3Aujourd’hui, il n’existe guère de domaine des relations internationales où il n’existe aucune forme d’intérêt commun. Cet intérêt commun est cependant particulièrement évident dans certains secteurs, par exemple ceux du maintien de la paix internationale, de la sécurité humaine, des droits de l’homme, de la coopération au développement, de la sauvegarde de l’environnement naturel, des communications internationales, ou de la gestion des ressources et espaces communs (fonds marins échappant à la juridiction des Etats côtiers, ressources halieutiques de la haute mer, espace extra-atmosphérique, lune et autres corps célestes).
Section II – L’évolution de la structure de la règle de droit
§ 1er- Le modèle bilatéral classique
4On ne s’étonnera pas que l’objet et les finalités de la réglementation internationale aient influencé la structure de la règle de droit. Dans la conception traditionnelle, la norme de droit international est conçue par référence au traité bilatéral, c’est-à-dire comme un contrat visant à un échange de prestations entre deux parties sur une base de réciprocité : do ut des. Le schéma bilatéral s’applique aussi à la violation du droit : seul l’Etat directement affecté peut faire valoir la responsabilité internationale de l’Etat fautif. C’est la règle du chacun pour soi6.
5Cette conception de la structure de la règle de droit était parfaitement compréhensible dans un système international de coexistence, où l’intérêt commun était réduit à presque rien. En revanche, il est étonnant de constater que ce modèle bilatéral continua à être appliqué aux traités multilatéraux qui réglementèrent à partir du xixe siècle les domaines où s’affirmait une interdépendance croissante des Etats. Du point de vue de leur fonctionnement, ces traités furent analysés le plus souvent comme la jonction d’autant de traités bilatéraux qu’il y avait de paire d’Etats parties. En fait, la forme même du traité multilatéral ne s’est imposée que lentement7. Les premiers traités collectifs étaient des assemblages de traités bilatéraux. Les Traités de Westphalie, par exemple, furent négociés entre deux groupes d’Etats réunis dans des villes distinctes. L’Acte final du Congrès de Vienne de 1815 est généralement considéré comme le premier traité collectif. En réalité, il n’était cependant qu’un cadre général rassemblant dans le même document la série de traités bilatéraux conclus entre les participants au Congrès. Ce n’est que dans la seconde moitié du xixe siècle que s’imposa définitivement l’idée d’un instrument juridique unique, dont on confia l’exemplaire original à un Etat dépositaire.
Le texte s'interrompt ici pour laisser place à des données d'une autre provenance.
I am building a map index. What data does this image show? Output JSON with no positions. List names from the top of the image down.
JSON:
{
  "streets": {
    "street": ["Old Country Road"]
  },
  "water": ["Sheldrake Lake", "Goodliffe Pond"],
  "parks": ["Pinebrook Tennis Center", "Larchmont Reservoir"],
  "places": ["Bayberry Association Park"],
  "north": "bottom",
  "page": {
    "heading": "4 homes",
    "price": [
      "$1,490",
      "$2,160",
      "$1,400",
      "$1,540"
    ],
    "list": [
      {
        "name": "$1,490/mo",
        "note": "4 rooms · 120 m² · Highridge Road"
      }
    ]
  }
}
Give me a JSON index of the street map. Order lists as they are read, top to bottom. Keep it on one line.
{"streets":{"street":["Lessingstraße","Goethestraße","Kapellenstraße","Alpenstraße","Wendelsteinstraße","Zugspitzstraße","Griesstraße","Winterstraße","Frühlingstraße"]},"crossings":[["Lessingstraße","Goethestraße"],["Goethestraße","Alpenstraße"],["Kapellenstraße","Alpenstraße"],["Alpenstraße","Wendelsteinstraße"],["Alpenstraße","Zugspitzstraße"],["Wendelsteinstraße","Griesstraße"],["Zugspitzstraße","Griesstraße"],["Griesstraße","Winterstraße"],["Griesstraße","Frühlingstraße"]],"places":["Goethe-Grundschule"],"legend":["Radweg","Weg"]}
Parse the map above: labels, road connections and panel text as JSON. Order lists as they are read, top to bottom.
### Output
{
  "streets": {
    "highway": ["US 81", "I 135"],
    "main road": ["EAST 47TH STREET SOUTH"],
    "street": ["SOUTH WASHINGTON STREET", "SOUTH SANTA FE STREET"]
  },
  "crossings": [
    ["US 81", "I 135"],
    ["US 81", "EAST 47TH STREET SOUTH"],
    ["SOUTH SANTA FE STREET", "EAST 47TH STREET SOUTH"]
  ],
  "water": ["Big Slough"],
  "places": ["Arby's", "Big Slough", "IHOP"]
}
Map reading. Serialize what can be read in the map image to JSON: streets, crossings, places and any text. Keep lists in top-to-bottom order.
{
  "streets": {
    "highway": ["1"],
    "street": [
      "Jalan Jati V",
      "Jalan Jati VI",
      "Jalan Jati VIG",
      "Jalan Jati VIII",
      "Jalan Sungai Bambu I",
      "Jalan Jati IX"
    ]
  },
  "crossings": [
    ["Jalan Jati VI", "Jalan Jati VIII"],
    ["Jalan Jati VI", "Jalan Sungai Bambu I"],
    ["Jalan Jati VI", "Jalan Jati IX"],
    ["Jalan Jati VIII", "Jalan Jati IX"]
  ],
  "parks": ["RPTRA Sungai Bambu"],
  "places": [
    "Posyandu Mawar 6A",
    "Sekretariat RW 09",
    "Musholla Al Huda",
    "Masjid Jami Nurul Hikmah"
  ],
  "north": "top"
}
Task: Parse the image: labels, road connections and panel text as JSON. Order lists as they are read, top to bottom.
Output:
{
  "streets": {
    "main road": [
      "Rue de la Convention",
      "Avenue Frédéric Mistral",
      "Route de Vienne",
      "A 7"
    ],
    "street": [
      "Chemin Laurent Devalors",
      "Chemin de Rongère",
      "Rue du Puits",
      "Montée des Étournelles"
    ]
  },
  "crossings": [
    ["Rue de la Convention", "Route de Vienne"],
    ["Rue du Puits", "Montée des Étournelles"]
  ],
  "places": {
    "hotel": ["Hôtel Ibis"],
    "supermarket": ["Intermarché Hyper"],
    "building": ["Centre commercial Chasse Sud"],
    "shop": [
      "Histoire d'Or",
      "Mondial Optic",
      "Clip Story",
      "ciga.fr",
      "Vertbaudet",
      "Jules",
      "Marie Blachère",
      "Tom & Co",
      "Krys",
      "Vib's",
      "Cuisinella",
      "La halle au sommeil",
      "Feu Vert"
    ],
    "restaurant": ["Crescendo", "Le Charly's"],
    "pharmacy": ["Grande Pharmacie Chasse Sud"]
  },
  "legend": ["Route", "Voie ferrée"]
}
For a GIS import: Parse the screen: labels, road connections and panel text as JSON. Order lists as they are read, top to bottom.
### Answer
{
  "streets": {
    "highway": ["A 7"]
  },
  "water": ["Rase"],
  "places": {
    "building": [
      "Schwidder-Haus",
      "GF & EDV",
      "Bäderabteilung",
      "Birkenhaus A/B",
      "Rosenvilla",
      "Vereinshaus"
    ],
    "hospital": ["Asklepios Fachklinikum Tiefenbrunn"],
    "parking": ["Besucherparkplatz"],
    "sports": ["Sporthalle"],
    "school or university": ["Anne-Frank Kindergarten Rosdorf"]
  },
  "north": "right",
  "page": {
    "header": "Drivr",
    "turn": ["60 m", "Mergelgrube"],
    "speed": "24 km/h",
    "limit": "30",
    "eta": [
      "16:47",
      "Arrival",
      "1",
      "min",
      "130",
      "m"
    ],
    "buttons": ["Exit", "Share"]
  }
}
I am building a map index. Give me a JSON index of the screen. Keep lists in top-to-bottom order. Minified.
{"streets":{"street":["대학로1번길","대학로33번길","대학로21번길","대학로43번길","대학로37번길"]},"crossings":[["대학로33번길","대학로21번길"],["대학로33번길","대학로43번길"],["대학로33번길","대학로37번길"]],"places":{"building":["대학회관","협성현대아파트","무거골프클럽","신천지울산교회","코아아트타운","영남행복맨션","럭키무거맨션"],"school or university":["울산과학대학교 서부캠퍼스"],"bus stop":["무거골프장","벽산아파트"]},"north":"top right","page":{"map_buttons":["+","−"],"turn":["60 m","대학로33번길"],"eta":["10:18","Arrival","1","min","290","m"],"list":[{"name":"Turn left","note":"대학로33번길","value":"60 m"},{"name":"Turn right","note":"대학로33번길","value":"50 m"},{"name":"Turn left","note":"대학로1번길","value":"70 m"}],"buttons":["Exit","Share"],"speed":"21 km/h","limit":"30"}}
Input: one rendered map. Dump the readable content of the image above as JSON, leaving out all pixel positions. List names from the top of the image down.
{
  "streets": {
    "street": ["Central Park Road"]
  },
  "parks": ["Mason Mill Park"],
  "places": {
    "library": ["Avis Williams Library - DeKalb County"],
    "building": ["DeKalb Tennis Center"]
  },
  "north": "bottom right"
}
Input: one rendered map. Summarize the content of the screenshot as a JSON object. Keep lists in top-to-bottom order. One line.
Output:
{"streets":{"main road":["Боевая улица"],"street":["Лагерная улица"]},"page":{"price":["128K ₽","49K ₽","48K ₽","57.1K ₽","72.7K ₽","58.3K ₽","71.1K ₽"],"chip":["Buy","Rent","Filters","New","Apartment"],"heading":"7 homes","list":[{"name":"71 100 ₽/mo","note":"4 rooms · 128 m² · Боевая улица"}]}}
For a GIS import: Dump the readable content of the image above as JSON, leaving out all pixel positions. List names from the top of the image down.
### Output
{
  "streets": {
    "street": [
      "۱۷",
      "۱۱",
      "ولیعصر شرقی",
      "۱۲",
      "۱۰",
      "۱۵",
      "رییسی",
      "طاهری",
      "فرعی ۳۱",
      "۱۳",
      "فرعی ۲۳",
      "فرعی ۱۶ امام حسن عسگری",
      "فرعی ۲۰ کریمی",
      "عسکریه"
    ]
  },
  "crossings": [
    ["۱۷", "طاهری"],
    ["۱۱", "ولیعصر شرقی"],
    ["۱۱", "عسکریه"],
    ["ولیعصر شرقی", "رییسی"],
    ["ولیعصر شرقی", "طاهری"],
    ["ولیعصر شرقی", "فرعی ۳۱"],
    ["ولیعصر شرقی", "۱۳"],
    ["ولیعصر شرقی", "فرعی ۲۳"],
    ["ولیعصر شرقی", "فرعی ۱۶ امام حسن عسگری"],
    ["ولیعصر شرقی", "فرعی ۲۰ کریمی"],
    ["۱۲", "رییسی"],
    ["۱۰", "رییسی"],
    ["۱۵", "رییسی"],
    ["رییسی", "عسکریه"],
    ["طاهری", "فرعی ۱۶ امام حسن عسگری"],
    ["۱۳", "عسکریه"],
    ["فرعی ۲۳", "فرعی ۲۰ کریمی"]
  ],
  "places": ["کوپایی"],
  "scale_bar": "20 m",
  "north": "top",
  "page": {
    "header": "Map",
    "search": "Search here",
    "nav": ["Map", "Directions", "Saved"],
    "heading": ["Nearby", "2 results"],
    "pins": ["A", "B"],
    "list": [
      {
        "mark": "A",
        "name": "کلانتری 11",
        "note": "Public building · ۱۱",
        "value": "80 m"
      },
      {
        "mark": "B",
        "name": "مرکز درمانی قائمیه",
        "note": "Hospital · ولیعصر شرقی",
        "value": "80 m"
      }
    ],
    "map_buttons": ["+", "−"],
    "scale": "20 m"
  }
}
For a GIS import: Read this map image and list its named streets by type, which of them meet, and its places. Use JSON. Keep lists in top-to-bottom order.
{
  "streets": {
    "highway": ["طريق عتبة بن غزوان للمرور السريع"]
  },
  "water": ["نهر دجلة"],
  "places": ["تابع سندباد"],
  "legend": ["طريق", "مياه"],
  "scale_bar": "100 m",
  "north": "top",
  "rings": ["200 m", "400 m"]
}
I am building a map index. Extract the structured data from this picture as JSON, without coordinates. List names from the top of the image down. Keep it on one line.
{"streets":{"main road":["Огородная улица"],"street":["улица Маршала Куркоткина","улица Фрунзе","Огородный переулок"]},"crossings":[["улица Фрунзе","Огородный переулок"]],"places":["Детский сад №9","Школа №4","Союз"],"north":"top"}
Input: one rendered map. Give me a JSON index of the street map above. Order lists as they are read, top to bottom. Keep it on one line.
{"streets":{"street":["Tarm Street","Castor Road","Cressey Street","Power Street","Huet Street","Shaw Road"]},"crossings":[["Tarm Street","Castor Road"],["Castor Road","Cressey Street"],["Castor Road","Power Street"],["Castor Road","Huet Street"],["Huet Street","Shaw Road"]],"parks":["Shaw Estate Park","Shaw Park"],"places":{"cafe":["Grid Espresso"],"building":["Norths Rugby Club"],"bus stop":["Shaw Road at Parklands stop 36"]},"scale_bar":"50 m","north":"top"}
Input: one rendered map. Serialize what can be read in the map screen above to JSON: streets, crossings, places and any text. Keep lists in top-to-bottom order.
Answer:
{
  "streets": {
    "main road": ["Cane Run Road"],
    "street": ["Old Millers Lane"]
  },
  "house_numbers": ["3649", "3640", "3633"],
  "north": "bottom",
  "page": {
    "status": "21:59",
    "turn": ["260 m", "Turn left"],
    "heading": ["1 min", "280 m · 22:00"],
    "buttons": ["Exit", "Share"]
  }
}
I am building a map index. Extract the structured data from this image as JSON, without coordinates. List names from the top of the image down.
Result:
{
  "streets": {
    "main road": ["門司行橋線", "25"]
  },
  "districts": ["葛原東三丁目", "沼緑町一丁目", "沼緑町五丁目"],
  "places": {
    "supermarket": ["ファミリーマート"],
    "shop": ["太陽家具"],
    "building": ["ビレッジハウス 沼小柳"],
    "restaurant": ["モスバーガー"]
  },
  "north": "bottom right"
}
6Ainsi, dans cette conception traditionnelle, la règle de droit demeure confinée dans un moule bilatéral, même lorsqu’elle découle du droit international coutumier ou d’un traité multilatéral : les obligations qui en découlent sont dues non pas urbi et orbi, mais dans chaque cas à l’égard d’un Etat déterminé ; seul cet Etat est légitimé à faire valoir la violation de l’obligation internationale. En d’autres termes, le contenu de la règle de droit est décomposé en une série de droits et obligations réciproques entre des paires d’Etats8.
§ 2 – Vers un intérêt universel au respect de la légalité ?
7Si cette conception bilatéraliste du droit international a été longtemps dominante, elle n’était cependant pas aussi absolue qu’on veut parfois le prétendre. Selon Redslob, dès l’Antiquité, il arrivait que des peuples ou cités « tiers » protestent en cas d’atteinte au principe de l’inviolabilité des ambassadeurs « élevant ainsi le caractère sacro-saint des envoyés diplomatiques au rang d’une question d’intérêt commun sur laquelle tous les Etats doivent veiller de concert9. » Tite-Live rapporte ainsi qu’après que des parents du roi des Sabins, Tatius, eurent maltraité grossièrement les ambassadeurs de la cité de Laurente, des messagers d’autres cités intervinrent, dénoncèrent cette violation du droit des gens et menacèrent les coupables de guerre s’ils ne fournissaient pas satisfaction10. Dans le même esprit, Grotius et Vattel estiment qu’un souverain a le droit de punir des violations graves du droit des gens même s’il n’est pas directement affecté. Ils justifient un tel droit par des arguments relevant du droit naturel, mais aussi par le souci de ne pas laisser impunis des comportements qui affectent la crédibilité et la stabilité de l’ordre juridique international11.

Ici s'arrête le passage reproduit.